Location meublée non professionnelle (LMNP) : quels avantages ?

Le propriétaire-bailleur est soumis à un régime fiscal spécifique. La location nue est soumise au régime des revenus fonciers tandis que la LMNP est soumise au régime des Bénéfices Industriels et Commerciaux (BIC).

Le bailleur est considéré comme professionnel si trois conditions cumulatives sont réunies:

  • Il est inscrit au registre du commerce en qualité de loueur professionnel,
  • Le total de ses recettes locatives dépasse 23 000 € TTC par an
  • Le total de ses recettes dépasse les autres revenus d’activité du foyer fiscal; cette condition rend très difficile l’obtention du statut de loueur en meublé professionnel par une personne exerçant une autre activité professionnelle

A contrario, si ces conditions ne sont pas réunies, le loueur est considéré comme un non professionnel (Loueur en Meublé non Professionnel / LMNP).

Louer un logement meublé est fiscalement plus favorable que de le louer nu. En effet, ce statut peut permettre la déduction des charges liées à l’achat immobilier (droits de mutation et autres « frais de notaire », commission d’agence immobilière, etc…), la déduction des amortissements et la récupération de la TVA sur l’investissement, si ce dernier y est soumis.

Le statut fiscal de la LMNP permet au loueur d’être imposé de deux façons :

* Pour les revenus locatifs inférieurs à 32 900 € par an, c’est le régime micro-BIC qui s’applique.

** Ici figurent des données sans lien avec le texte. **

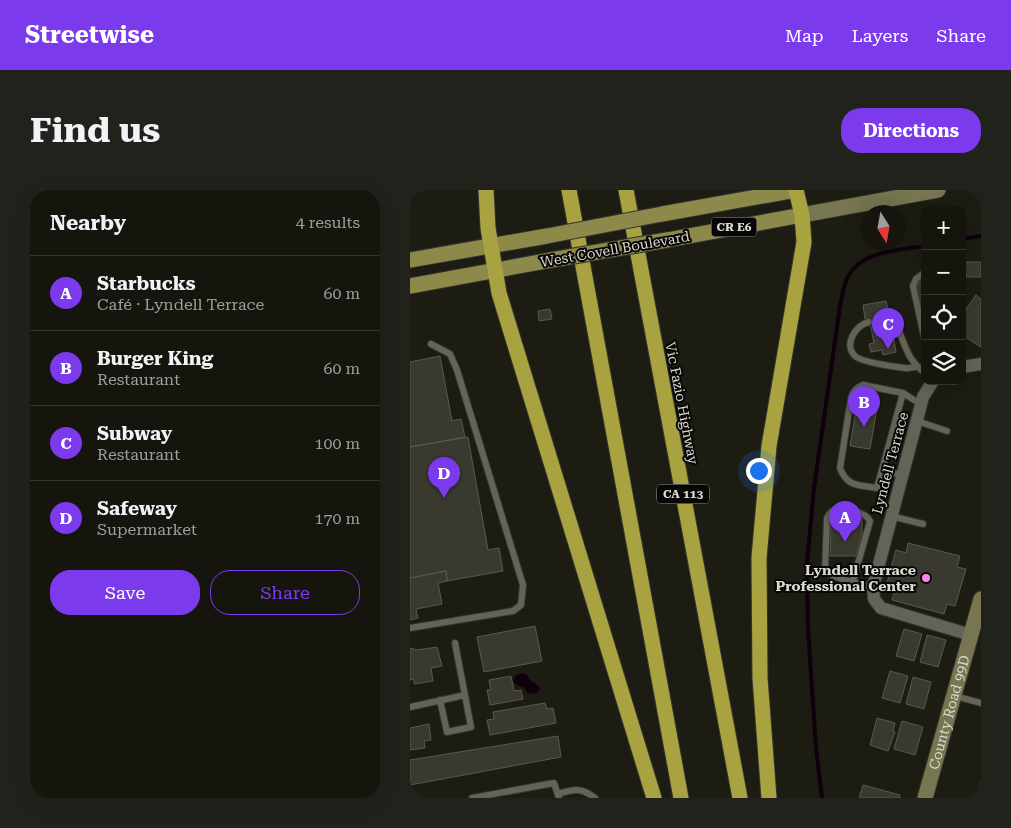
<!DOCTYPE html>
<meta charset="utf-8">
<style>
:root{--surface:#15150e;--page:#22221c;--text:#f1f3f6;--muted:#9d9f9e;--line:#34342e;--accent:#7c3aed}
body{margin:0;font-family:"Roboto Serif",serif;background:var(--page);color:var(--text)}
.controls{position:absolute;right:15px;top:15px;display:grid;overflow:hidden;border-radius:10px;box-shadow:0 5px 20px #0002}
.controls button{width:45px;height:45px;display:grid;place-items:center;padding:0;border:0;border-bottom:1px solid var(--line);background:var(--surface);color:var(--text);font:25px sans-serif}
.compass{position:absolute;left:451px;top:15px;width:45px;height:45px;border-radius:50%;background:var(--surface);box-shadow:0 5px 20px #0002;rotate:169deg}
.you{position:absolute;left:348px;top:280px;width:18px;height:18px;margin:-12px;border:4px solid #fff;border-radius:50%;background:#1a73e8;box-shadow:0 0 0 8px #1a73e833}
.badge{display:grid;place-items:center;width:32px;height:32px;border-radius:50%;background:var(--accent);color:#fff;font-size:16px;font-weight:700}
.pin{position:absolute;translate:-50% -41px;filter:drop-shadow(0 1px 2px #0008)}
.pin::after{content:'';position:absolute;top:26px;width:18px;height:15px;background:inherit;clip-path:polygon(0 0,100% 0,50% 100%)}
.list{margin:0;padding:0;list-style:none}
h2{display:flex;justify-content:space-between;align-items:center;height:65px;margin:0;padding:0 20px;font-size:21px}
h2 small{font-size:16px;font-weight:400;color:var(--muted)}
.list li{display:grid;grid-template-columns:32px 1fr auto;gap:15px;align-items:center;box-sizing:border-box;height:75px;padding:0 20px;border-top:1px solid var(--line)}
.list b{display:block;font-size:19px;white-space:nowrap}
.list p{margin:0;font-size:16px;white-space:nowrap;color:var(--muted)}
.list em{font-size:16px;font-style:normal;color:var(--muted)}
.actions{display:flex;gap:10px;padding:15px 20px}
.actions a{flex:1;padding:11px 0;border:1px solid var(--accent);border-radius:20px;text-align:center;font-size:18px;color:var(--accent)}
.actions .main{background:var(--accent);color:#fff}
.icon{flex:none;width:28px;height:28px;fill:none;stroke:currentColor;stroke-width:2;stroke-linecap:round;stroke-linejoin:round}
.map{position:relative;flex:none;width:571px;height:608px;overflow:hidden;border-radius:20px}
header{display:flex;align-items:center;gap:30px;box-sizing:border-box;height:70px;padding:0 25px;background:var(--accent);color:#fff}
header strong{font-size:24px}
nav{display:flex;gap:28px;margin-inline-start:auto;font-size:18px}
.intro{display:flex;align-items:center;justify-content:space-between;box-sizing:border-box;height:120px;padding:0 30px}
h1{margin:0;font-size:35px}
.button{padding:12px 22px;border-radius:20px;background:var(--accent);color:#fff;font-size:18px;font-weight:700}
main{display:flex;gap:30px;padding:0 30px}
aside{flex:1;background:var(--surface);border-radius:20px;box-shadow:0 5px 20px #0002}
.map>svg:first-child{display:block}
.water{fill:#10000c}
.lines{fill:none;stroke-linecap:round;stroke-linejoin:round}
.stream{stroke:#10000c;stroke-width:4}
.building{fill:#3a392f;stroke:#5a594e}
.lane-casing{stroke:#353530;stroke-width:8}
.street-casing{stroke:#353530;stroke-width:14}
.secondary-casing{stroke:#353530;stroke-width:17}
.primary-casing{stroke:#353530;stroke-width:17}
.highway-casing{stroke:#353530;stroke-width:17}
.lane{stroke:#636357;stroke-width:6}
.street{stroke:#636357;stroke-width:12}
.secondary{stroke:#787650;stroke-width:15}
.primary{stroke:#8c894a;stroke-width:15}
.highway{stroke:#a8a241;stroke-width:15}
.primary-bridge-casing{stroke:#353530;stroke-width:17;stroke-linecap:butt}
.primary-bridge{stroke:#8c894a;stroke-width:15}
.poi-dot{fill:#fb86e5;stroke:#070604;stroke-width:2}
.labels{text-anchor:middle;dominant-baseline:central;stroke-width:4;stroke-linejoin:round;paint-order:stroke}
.shield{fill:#070604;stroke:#9b9a95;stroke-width:1}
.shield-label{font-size:12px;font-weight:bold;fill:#dadad3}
.street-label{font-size:14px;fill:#dadad3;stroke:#070604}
.poi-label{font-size:14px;font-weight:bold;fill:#dadad3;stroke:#070604;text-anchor:end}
</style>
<header>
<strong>Streetwise</strong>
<nav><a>Map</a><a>Layers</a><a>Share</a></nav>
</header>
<div class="intro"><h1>Find us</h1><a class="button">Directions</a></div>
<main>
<aside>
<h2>Nearby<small>4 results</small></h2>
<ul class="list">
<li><span class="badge">A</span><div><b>Starbucks</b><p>Café · Lyndell Terrace</p></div><em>60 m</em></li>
<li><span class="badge">B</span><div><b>Burger King</b><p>Restaurant</p></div><em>60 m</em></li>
<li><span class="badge">C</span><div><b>Subway</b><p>Restaurant</p></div><em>100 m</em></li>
<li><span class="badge">D</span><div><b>Safeway</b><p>Supermarket</p></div><em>170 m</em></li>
</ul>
<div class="actions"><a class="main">Save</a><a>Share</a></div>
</aside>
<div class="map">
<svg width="571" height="608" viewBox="0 0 571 608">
<rect width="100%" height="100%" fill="#1c1c13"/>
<path class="water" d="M112 483 117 485 120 490 129 496 130 499 127 503 118 504 114 498 105 494 103 491 105 486Z"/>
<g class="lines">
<path class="stream" d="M552 49 571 46
M412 608 406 558 398 439 397 373 404 298 430 116C432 107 433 97 437 89 449 61 489 60 515 56"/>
</g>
<path class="building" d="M553 72H571V87H556V83H553Z
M515 85V128H512L506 97Z
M566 105 571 109V157L552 145V125Z
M476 111 479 126 475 127 480 151 484 150 486 162 473 165 472 160 461 162 459 154 464 153 459 128 455 129 453 115Z
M140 119 142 129 129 131 128 121Z
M30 166 42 231 51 229 55 247 0 257V172Z
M447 214 467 218 460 259 440 256Z
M58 247 78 360 89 358 93 381 37 391 36 381 0 388V257Z
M421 326 452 328V344L446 366H420Z
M498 353 550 366 547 377 556 379 545 416 537 414 534 424 482 410 485 400 476 397 486 360 496 363Z
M36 381 37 391 28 393 32 414 6 419 8 428 0 430V388Z
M125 436 132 471 74 482 67 447Z
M494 439 512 444 504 471 486 466Z
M517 445 536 450 528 477 510 472Z
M27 457 32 476 21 478 23 491 4 494V489L0 490V458L7 460Z
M480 481 498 486 490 513 472 508Z
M101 486 104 501 111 500 113 509 80 515 77 500H81L79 490Z
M503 487 521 492 514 519 496 514Z
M135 513 137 519 143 518 146 533 80 545 77 530 84 529 83 522Z
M467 528 485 533 483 541 485 542 478 561 460 555Z
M492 531 513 537 505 565 484 559Z
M19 534 21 550 14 551 15 558 0 560V538Z
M148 546 151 567 0 595V570Z
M571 592V608H567Z
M453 595 490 605V608H449Z"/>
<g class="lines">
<defs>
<path id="lane" d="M552 77H553
M515 82 506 89 503 96 515 151
M476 128 483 129C496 151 493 166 515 183
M459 132C446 135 433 154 445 166 451 172 485 177 495 178 498 179 502 177 506 177
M493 203 467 298C449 295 437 297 430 278L441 208C443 201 446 198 453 195L493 203 504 210 511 213
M507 231 537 241
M472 280 492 285
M481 326 513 334
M443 391 460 331C456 322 431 316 422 321 420 323 418 326 417 328L415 380C423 389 451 394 463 397
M0 438 103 421 111 415 113 395 47 180 40 164 21 154
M545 506 571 513
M30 510 37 542 61 537 45 453
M0 517 55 505
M148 604C164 599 171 597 185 608
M62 608 144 593 149 608"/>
<path id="street" d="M552 177 571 174
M523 191 513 207 463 397 464 409 471 418 561 445"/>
<g id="secondary">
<path d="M392 25 528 0"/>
<path id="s1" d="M515 608 571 409"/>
</g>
<path id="primary" d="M252 24 386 0
M257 50 392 25
M0 70 137 46
M0 96 141 70"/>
<path id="highway" d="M76 0 78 38 89 103 244 608
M159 0 271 608
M216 0 330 608
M359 608 350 488 349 368 359 256 394 52 392 25 386 0"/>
</defs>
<use href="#lane" class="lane-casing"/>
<use href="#street" class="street-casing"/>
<use href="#secondary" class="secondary-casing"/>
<use href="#primary" class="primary-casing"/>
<use href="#highway" class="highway-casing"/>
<use href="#lane" class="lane"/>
<use href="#street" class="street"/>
<use href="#secondary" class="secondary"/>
<use href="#primary" class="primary"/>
<use href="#highway" class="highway"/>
<defs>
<path id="primary-bridge" d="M137 46 252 24
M141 70 257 50"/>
</defs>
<use href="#primary-bridge" class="primary-bridge-casing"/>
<use href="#primary-bridge" class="primary-bridge"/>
</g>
<circle class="poi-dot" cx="516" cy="388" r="5"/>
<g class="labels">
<g class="shield">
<rect x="301.5" y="27.5" width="45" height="19" rx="4"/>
<rect x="247" y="294.5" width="52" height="19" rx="4"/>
</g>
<g class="shield-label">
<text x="324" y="37">CR E6</text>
<text x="273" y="304">CA 113</text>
</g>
<g class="street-label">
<text transform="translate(205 59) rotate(-10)">West Covell Boulevard</text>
<text transform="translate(272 213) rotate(79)">Vic Fazio Highway</text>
<text transform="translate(480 273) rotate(-75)">Lyndell Terrace</text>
<text stroke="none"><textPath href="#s1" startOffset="89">County Road 99D</textPath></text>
</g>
<g class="poi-label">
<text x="506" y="380">Lyndell Terrace<tspan x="506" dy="16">Professional Center</tspan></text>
</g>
</g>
</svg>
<div class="controls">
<button>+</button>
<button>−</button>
<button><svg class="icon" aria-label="locate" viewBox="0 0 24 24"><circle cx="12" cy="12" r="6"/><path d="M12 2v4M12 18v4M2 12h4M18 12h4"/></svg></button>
<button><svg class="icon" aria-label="layers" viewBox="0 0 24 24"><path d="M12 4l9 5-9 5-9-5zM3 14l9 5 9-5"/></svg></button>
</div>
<svg class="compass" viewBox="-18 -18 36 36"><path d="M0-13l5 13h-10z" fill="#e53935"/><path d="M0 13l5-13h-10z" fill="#9d9f9e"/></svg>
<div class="you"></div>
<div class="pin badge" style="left:435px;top:352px">A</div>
<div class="pin badge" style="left:454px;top:237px">B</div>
<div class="pin badge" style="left:478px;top:159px">C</div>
<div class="pin badge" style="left:34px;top:308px">D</div>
</div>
</main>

Le revenu net imposable est calculé en appliquant aux recettes un abattement forfaitaire de 50%. Aucune charge n’est alors déductible.

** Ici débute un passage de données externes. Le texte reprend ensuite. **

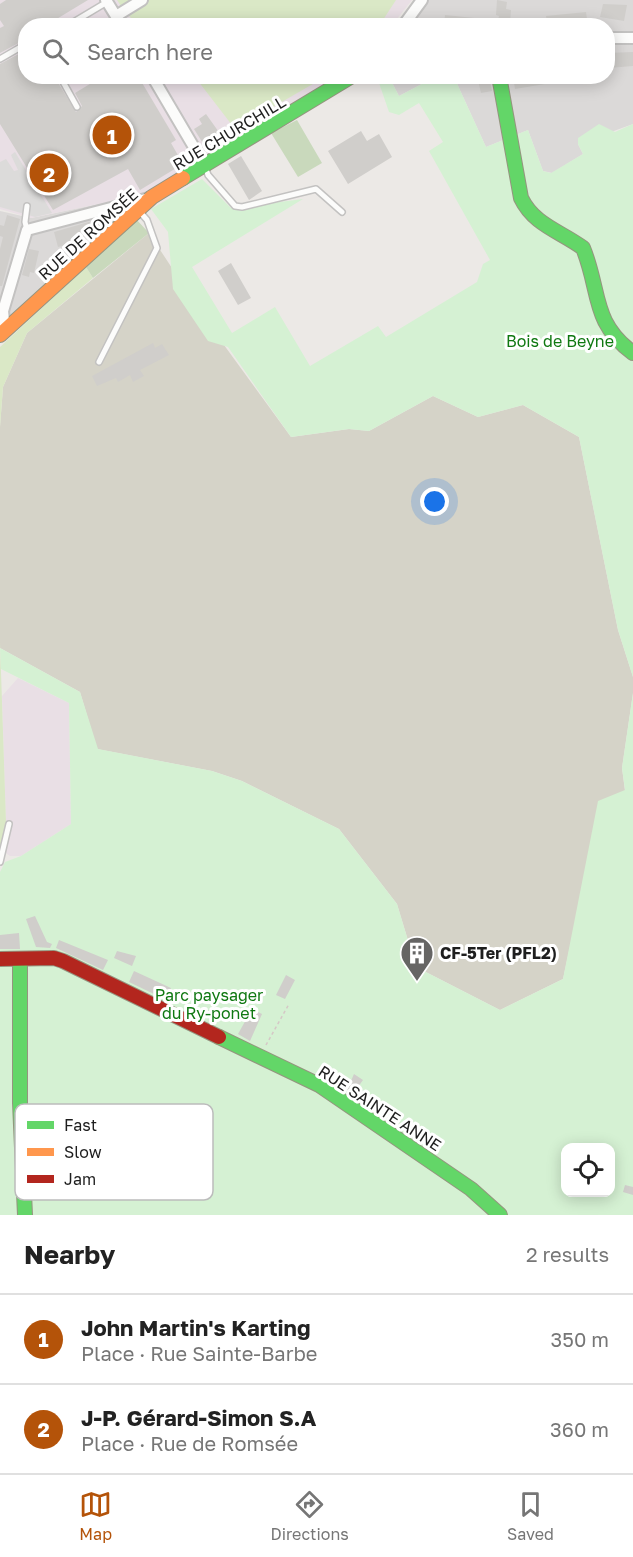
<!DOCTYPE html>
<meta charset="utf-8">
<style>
:root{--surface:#fff;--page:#f6f6f6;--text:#222;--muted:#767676;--line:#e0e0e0;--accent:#b45309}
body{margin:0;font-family:"Golos Text",sans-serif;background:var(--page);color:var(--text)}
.controls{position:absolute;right:18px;bottom:18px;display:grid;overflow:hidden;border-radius:12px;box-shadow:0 3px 15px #0003}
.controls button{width:54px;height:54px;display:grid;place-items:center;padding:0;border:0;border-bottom:2px solid var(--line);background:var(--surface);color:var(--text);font:30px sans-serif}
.you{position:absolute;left:435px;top:502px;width:21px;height:21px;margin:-15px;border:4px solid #fff;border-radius:50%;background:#1a73e8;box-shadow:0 0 0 9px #1a73e833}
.badge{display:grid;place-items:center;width:39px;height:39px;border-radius:50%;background:var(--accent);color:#fff;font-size:20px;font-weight:700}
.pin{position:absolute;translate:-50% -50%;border:3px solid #fff;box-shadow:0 2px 6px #0006}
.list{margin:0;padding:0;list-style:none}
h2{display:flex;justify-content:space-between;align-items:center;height:78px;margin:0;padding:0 24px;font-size:26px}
h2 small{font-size:20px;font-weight:400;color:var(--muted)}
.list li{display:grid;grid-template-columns:39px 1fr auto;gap:18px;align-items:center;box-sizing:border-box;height:90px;padding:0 24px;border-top:2px solid var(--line)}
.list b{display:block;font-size:22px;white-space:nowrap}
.list p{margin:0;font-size:20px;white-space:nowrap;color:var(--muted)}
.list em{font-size:20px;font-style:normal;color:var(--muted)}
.icon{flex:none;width:33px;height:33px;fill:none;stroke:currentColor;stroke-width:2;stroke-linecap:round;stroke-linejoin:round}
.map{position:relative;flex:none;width:633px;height:1215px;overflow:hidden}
.search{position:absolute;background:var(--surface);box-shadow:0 3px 15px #0003;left:18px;right:18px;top:18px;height:66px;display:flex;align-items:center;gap:15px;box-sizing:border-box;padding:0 21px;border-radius:24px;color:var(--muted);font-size:22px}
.sheet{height:258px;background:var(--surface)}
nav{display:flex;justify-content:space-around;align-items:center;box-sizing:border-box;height:84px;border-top:2px solid var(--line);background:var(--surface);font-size:16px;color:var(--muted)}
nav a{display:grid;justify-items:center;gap:3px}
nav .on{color:var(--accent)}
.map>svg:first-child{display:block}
.residential{fill:#dbd9d8}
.industrial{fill:#e9dfe5}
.construction{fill:#d5d3c8}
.grass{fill:#dae8c6}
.forest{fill:#c9d9bc}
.park{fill:#d5f1d3;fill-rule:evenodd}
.parking{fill:#dcdbda}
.building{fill:#d0cecb}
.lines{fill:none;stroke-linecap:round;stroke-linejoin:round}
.lane-casing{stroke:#c3c2c1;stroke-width:8}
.street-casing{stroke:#c3c2c1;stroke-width:14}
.fast-casing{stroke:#95947f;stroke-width:16}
.slow-casing{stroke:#95947f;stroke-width:16}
.jam-casing{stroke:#95947f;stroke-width:16}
.path{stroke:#d5c7c6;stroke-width:1.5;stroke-dasharray:3 3;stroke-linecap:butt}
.lane{stroke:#fcfcfb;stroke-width:5}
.street{stroke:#fcfcfb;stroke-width:10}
.fast{stroke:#63d668;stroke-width:14}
.slow{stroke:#ff974d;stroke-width:14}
.jam{stroke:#b3261e;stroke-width:14}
.labels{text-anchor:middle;stroke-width:6;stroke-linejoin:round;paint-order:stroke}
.street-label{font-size:16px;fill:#1e1e1e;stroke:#fff}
.park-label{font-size:16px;fill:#0f7811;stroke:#fff}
.poi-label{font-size:16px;font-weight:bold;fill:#1e1e1e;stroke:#fff;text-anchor:start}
.key{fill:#fff;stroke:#bcbcbc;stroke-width:1.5}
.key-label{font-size:16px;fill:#1e1e1e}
</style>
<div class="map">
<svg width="633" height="1215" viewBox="0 0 633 1215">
<rect width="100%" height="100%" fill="#ece9e6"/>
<path class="residential" d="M420,0H633V124L578,144L583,154L552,173L543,171L528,130L486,147L454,77L608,76V26H398Z
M389,77H435L399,96Z
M147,194L0,333V211L31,218Z"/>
<path class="industrial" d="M0,0H412L392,25L26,26V76L336,77L288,111L229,141L147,194L31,218L0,209Z
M18,678L69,703L71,824L21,856H10L0,849L6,822L2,696Z"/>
<path class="construction" d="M149,233L208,323L291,437L349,429L369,431L433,396L478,417L523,405L579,437L618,630L633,677V693L622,768L625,791L580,900L563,979L500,1010L416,967L397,904L339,829L242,781L212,771L97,749L80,692L0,648V427L3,387L27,333Z"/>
<path class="grass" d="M117,0H396L379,26L141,25L126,14Z
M195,77H325L235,129Z
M86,267L93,278L27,333L3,387L0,427V347Z
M0,642L6,822L0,848Z"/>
<path class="forest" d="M297,120L322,163L298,177L271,133Z
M136,219L149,233L93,278L86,267Z"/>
<path class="park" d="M377,77H389L399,96L435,77H454L486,147L528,130L543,171L551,173L583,154L578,144V138L599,124L615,132L633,124V677L618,630L579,437L523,405L478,417L433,396L369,431L349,429L291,437L228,347L208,341L173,289L168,232L151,209L202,179L231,208L303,199L192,267L232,333L275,307L310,366L378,326L386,337L477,282L483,264L490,260L429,151L443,142L419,103L399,115L389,112Z
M0,648L80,692L98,749L212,771L242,781L339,829L397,904L416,967L500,1010L563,979L598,801L625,790L622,768L633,693V1215H0V872L5,862L21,856L71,824L69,703L1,669ZM566,1148H610V1192H566Z"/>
<path class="parking" d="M15,152L52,213L35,217L0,207V162L6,159L14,171L18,170L11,155Z"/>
<path class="building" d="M6,0H88L45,26H26V39L0,53V28L4,26L0,20V4Z
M497,0L507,2L506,9L511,10L510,22L498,21L499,16L496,15Z
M603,4L627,5L624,21L600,17Z
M586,12L588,26H548L546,16Z
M445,15L484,19V26H444Z
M26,50V76H54L76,112L82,106L75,93L103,76H138L176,140L171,143L183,164L140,190L128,169L53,210L0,124V64Z
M633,52V66L608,68V53Z
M477,76H489L492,91L481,93Z
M513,76H569V80L515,89Z
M206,114L221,135L204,145L194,129L202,124L199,119Z
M361,131L367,141L379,134L392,157L348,184L328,151Z
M241,156L262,191L249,200L228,164Z
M7,215L20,219L2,286H0V249L3,237L0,236V225L4,226Z
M99,219L104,226L94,236L91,231L73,236L70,244L58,247L54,232Z
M29,249L39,251L34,273L30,272L29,277L22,275Z
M231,263L251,298L238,305L218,271Z
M153,343L155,348L162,344L169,355L140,370L144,376L133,382L130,375L118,382L116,378L97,386L92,376Z
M35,916L47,942L52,944L50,948L36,947L26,919Z
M19,933L20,949H0V935Z
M59,940L108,960L103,970L56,948Z
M117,951L136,956L132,966L114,958Z
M134,971L171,988L168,995L158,991L156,995L129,982Z
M286,975L295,980L285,999L276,995Z
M252,1009L262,1014L250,1041L238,1034Z
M354,1074L363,1080L358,1087L363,1090L357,1099L346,1092Z
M625,1185L633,1187V1195L623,1192Z"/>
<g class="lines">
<defs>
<path id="lane" d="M67,26L107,2
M0,59L26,44
M63,76L62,80L77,107
M205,166L208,175L235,206L242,207L316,189L342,212
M27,206L25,222L27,230
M99,362L157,248L147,220L140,212
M0,862L9,824"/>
<path id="street" d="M106,0L122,26
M116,16L142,0
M403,26L422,0
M608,38H633
M152,76L205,166
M5,331L3,311L27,230L149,198"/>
<path id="fast" d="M499,76L521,198C534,225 560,231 583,248C601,292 591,322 633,353
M183,178L352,76
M20,959V1103L25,1215
M219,1037L319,1085L471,1189L500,1215"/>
<path id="slow" d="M0,335L152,197L183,178"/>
<path id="jam" d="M0,959L54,958L63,961L219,1037"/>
</defs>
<use href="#lane" class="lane-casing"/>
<use href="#street" class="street-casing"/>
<use href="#fast" class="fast-casing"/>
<use href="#slow" class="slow-casing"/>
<use href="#jam" class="jam-casing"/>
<path class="path" d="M266,1045L289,1004"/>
<use href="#lane" class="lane"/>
<use href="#street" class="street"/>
<use href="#fast" class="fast"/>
<use href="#slow" class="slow"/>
<use href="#jam" class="jam"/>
</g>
<defs>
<symbol id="building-pin" viewBox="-11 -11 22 30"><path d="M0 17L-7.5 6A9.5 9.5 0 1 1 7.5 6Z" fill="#666564" stroke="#fff"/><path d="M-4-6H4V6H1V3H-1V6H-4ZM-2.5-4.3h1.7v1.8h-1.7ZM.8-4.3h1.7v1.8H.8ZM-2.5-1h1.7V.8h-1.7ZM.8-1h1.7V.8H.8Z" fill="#fff"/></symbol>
</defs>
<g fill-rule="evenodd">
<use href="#building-pin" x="398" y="934" width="38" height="52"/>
</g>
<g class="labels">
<g class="street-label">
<text transform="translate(229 133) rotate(-31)" y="6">RUE CHURCHILL</text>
<text transform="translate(88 234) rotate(-42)" y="6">RUE DE ROMSÉE</text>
<text transform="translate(380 1108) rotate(33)" y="6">RUE SAINTE ANNE</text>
</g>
<g class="park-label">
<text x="560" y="347">Bois de Beyne</text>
<text x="209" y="1001">Parc paysager<tspan x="209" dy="18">du Ry-ponet</tspan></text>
</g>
<g class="poi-label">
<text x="440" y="959">CF-5Ter (PFL2)</text>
</g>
</g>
<rect x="15" y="1104" width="198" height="96" rx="9" class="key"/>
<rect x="27" y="1121" width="27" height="8" fill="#63d668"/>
<rect x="27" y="1148" width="27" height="8" fill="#ff974d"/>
<rect x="27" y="1175" width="27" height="8" fill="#b3261e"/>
<g class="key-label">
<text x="64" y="1131">Fast</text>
<text x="64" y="1158">Slow</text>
<text x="64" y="1185">Jam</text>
</g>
</svg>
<div class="controls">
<button><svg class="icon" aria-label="locate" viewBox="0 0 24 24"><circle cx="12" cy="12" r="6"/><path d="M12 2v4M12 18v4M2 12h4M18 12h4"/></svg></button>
</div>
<div class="you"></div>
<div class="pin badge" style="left:112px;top:135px">1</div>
<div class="pin badge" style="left:49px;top:173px">2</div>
<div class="search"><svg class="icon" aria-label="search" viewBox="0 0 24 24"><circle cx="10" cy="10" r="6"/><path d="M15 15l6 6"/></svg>Search here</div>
</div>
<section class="sheet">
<h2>Nearby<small>2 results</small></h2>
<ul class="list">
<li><span class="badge">1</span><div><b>John Martin's Karting</b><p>Place · Rue Sainte-Barbe</p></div><em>350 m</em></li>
<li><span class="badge">2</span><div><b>J-P. Gérard-Simon S.A</b><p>Place · Rue de Romsée</p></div><em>360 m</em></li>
</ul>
</section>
<nav>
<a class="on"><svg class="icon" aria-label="map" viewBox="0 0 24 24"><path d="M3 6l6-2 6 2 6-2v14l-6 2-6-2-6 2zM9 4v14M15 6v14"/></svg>Map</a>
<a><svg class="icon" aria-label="directions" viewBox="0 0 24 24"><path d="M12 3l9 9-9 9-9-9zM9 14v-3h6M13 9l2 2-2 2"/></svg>Directions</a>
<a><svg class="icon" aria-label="saved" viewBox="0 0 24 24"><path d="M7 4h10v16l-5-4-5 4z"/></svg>Saved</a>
</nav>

Si toutefois les charges déductibles sont supérieures au montant de l’abattement forfaitaire, le propriétaire a tout intérêt à choisir l’imposition au réel.

En effet, dans le cas du régime réel, le propriétaire peut déduire ses charges réelles (intérêts d’emprunt, taxes, charges diverses …) et a la possibilité d’amortir en partie le bien acquis, seul le terrain n’est pas amortissable.

A noter que le choix du régime d’imposition réel se fait par écrit avant le 1er février de l’année concernée. L’option choisie dure deux ans, elle est reconduite tacitement.

* Au-delà de 32 900 € de recettes locatives, il est obligatoire de déclarer ses revenus LMNP au réel. Ceci implique de tenir une comptabilité précise.

Mais il est alors possible de déduire de la somme des loyers et charges locatives perçus dans l’année les éléments suivants :

  • les « frais de notaire », l’année de l’acquisition ;
  • les intérêts d’emprunt ;
  • l’amortissement du bien ;
  • l’amortissement des travaux d’amélioration et du mobilier ;
  • les petits travaux et réparations ;
  • la taxe foncière (hors taxe d’ordures ménagères);
  • les assurances …

Après la déduction de toutes les sommes concernées, on obtient un résultat, soit positif soit négatif :

  • Le bénéfice est ajouté aux autres catégories de revenus pour être imposé ;
  • Le déficit est reportable sur les bénéfices ultérieurs de l’activité LMNP pendant 10 ans. En revanche, il n’est pas imputable au revenu global de l’année.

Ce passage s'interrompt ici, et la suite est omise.